After a number of seconds of indecision, he forced
himself to pull one arm away from his face and feel about blindly for the
attitude jet joystick. When he found it, he turned the pod around to face away
from the sun.

Intense light streamed in through the little round
window on the hatch. The glare—reflected from the back of the pilot seat—filled
the cabin with more light than would be found in the brightest surgical
operating theater. Mike squeezed his eyes into narrow slits. Seeing was
painful, but no longer impossible.

He spotted Corvus out the front window. Though burned
and blackened, it was so brightly lit that its red glow was invisible. It now
appeared white.

It seemed an ungainly colossus, not just tumbling, but
running away; trying to escape from this pesky little pod to go off on some mad
quest of its own.

Then the bridge dome exploded.

Larreeeeeeee!
Mike felt his throat tighten; thought
for a moment he would cry; but he knew there was no time for that. Later, there
would be time. Later, if he survived.

Twisting in his seat, he glanced into the pod’s rear
and used one hand to shield his eyes against the glare. The shaft of sunlight streaming
in through the hatch window looked like an eight inch wide laser beam fired
into the pod from some kind of military super-weapon. Dust motes that foolishly
drifted into its cylindrical path burned slowly into tiny puffs of gray smoke.

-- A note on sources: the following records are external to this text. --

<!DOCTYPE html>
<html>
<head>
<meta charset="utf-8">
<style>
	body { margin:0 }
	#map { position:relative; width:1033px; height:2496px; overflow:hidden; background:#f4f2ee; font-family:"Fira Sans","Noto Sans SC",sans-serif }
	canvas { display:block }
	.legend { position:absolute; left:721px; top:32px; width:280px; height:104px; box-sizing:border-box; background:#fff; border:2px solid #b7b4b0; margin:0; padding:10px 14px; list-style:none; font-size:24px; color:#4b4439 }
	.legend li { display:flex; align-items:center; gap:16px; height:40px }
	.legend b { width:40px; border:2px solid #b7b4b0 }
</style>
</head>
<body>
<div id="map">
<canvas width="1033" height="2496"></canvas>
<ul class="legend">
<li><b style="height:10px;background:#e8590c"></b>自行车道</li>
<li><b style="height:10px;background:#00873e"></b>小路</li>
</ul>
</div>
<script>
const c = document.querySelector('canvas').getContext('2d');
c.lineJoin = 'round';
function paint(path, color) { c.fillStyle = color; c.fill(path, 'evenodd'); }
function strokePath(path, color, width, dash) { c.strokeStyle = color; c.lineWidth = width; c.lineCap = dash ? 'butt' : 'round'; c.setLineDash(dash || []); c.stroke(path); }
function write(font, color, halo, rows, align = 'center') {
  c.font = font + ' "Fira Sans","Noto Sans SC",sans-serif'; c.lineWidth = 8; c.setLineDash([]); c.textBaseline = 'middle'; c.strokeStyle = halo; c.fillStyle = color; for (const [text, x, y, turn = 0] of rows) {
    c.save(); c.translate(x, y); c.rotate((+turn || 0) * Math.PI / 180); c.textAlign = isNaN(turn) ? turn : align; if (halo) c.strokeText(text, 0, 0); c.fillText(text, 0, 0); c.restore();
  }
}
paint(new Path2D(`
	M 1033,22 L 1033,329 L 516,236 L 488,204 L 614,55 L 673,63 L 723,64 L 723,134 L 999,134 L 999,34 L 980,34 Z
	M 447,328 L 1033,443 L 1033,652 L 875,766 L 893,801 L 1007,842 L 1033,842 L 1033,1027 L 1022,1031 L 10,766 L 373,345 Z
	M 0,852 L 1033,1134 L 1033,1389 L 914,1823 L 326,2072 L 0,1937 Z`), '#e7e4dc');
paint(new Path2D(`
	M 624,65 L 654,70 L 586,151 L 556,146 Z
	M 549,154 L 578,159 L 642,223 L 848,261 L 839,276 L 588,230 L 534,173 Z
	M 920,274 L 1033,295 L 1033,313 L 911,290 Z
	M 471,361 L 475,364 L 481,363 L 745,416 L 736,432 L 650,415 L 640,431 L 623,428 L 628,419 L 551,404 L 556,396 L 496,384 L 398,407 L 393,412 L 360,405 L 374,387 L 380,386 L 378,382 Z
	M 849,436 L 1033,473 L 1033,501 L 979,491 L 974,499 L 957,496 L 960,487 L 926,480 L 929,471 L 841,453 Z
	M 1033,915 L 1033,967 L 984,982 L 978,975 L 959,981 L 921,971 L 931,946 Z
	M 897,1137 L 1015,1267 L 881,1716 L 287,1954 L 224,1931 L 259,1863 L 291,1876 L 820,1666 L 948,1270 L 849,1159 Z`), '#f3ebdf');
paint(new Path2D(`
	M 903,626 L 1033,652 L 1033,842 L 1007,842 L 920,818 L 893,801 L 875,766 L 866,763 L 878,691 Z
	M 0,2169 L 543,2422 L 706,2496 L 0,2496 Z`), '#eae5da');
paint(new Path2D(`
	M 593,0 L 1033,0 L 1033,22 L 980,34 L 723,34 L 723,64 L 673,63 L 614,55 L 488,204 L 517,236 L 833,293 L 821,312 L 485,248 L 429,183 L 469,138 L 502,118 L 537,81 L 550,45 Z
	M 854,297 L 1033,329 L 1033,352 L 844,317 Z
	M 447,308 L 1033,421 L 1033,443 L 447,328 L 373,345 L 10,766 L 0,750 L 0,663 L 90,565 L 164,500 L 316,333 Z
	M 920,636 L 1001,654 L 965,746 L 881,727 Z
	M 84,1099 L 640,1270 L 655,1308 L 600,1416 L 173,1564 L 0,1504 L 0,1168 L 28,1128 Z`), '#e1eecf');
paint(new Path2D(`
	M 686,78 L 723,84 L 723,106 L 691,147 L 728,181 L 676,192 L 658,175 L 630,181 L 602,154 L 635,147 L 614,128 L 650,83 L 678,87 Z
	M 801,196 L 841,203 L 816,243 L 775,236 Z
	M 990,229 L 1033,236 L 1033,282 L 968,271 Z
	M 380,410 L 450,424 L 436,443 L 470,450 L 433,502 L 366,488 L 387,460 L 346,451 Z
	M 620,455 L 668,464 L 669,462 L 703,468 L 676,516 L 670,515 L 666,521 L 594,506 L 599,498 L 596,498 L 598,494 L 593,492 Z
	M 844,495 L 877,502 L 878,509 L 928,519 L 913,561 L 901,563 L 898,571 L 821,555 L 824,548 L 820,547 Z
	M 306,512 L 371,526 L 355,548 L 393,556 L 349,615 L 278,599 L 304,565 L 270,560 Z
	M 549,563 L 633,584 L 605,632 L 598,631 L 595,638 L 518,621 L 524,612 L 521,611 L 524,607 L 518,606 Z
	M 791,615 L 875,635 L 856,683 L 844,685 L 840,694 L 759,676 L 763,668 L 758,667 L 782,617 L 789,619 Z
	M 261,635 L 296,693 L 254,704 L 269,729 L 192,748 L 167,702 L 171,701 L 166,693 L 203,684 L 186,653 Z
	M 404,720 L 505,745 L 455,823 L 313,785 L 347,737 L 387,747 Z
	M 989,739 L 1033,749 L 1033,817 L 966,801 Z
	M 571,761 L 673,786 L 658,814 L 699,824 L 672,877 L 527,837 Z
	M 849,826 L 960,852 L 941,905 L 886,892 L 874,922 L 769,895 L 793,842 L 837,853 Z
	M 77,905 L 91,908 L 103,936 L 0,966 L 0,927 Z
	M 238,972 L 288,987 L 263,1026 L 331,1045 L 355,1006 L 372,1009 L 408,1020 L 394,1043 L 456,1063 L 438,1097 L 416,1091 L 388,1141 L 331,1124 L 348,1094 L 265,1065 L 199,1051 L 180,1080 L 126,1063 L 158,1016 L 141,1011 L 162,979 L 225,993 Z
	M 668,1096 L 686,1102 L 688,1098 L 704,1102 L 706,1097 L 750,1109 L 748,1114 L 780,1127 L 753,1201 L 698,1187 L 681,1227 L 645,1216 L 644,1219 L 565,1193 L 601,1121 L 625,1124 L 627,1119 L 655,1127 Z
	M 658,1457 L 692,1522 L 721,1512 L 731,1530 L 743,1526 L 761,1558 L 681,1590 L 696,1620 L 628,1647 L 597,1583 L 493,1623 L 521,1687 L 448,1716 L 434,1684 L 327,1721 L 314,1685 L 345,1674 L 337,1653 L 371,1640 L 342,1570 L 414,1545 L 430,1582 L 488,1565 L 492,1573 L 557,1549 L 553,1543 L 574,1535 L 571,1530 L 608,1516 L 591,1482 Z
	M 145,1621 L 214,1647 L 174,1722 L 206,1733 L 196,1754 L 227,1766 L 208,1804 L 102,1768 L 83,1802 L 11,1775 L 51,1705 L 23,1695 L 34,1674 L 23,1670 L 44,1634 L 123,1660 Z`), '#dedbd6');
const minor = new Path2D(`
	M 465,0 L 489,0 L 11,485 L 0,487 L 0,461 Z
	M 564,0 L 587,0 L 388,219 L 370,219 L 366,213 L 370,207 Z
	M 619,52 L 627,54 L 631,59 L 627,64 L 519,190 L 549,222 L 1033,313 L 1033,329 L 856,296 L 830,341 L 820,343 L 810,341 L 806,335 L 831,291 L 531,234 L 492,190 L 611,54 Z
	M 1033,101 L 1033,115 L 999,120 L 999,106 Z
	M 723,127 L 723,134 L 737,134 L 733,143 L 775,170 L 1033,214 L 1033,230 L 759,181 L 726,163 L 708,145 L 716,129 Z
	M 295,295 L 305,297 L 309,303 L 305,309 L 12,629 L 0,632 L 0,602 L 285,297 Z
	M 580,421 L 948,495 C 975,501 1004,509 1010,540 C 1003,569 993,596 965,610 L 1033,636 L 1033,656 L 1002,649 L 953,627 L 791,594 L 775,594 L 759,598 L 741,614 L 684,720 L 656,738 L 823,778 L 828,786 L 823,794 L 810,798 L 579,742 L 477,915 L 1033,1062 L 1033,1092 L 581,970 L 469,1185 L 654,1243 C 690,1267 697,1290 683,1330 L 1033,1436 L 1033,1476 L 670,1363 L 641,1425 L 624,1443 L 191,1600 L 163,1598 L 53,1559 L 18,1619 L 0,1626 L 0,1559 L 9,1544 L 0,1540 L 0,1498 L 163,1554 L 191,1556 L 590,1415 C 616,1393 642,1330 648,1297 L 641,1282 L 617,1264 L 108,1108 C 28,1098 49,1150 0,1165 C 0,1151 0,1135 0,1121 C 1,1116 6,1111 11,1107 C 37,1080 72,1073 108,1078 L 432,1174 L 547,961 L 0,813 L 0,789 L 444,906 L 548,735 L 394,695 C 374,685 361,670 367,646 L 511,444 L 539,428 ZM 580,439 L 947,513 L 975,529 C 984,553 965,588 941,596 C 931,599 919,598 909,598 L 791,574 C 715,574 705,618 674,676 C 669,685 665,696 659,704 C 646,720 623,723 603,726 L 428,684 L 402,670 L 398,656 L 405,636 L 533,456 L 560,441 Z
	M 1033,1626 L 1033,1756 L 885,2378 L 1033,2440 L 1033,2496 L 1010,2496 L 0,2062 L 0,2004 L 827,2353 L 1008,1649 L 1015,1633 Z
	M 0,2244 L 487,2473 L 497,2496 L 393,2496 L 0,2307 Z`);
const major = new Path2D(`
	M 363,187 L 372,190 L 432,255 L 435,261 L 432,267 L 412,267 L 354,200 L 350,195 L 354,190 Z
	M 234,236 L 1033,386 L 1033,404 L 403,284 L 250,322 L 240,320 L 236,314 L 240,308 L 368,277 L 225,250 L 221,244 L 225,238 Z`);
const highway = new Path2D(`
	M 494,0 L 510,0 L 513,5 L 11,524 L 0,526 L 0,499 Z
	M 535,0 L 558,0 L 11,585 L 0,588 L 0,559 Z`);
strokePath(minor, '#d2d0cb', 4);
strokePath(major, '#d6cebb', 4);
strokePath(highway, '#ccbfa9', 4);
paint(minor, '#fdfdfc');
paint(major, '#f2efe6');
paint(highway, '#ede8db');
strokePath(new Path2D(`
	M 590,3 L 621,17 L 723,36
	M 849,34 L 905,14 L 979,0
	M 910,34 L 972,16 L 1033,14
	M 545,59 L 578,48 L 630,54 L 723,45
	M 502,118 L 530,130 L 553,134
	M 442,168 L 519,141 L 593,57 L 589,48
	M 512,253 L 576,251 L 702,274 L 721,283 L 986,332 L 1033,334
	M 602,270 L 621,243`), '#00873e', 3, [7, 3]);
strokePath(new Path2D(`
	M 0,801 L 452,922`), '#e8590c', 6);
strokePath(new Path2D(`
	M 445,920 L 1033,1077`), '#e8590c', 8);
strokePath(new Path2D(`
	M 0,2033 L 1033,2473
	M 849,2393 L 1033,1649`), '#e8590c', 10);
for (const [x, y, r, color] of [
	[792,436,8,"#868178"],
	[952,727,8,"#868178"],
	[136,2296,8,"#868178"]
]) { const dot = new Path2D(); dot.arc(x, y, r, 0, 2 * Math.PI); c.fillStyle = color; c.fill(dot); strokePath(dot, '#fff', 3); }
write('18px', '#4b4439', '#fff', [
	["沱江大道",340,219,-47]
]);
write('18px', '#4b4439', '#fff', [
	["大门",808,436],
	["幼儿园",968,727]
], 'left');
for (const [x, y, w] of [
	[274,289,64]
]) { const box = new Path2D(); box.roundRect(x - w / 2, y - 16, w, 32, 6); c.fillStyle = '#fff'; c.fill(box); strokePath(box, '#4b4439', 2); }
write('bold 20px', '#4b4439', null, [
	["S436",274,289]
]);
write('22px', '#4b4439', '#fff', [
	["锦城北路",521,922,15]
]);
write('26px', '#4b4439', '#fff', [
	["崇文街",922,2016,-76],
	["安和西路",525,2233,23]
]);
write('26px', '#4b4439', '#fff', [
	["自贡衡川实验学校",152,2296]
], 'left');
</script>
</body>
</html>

Kim was exactly where he’d left her: strapped securely
to the rear wall next to the hatch. Her condition seemed unchanged. Still, he
worried and looked at her face, carefully. He had good reason.

The paint on the rear wall around her was turning brown
and giving off white smoke. Not the entire rear wall—some parts were better
insulated than others. The portions turning brown were those which hid the
structural ribbing that reinforced the pod’s hull. The ribs had displaced some
of the insulation during the craft’s design. Consequently, the brown areas
formed vertical and diagonal lines, which joined to form a network of large
triangles.

Where the white smoke appeared it did not rise, but
hugged the wall and grew dense. Or tried to—breezes from ventilation ducts
raked at it, tore it into chucks and began spreading it throughout the cabin.

Mike shoved the main engine throttles all the way
forward. Their thrust pressed him into his seat. He grabbed the attitude jet
joystick and waited, poised for action.

As Einstein said long ago: an acceleration is
indistinguishable from a gravitational field. The smoke must have known this,
for it began to rise—toward the front window.

Half a mile away, Corvus stopped shrinking and started
growing. Mike could also see that the pod’s interior was filling with a thin
white smoke.

Sixty seconds later, Corvus had grown to fill most of
the sky and had passed the pod on the right. The smoke, meanwhile, had
thickened and was making it difficult to see.

Then the operating room lights went out. The pod had
re-entered the shadow.

Mike spun the little craft around one hundred and
eighty degrees to use the main engines to slow the pod to a stop relative to
the giant ship and its giant shadow.

Smoke was now so thick Mike could no longer see the
control panel. Lifting a hand to his face, it appeared suddenly out of the
foggy whiteness just ten inches from his eyes.

Sunlight came screaming in through the front window. It
scattered throughout the smoke and filled every cubic micron of the pod’s
interior. Again, Mike was blind. And again, there was terrible pain.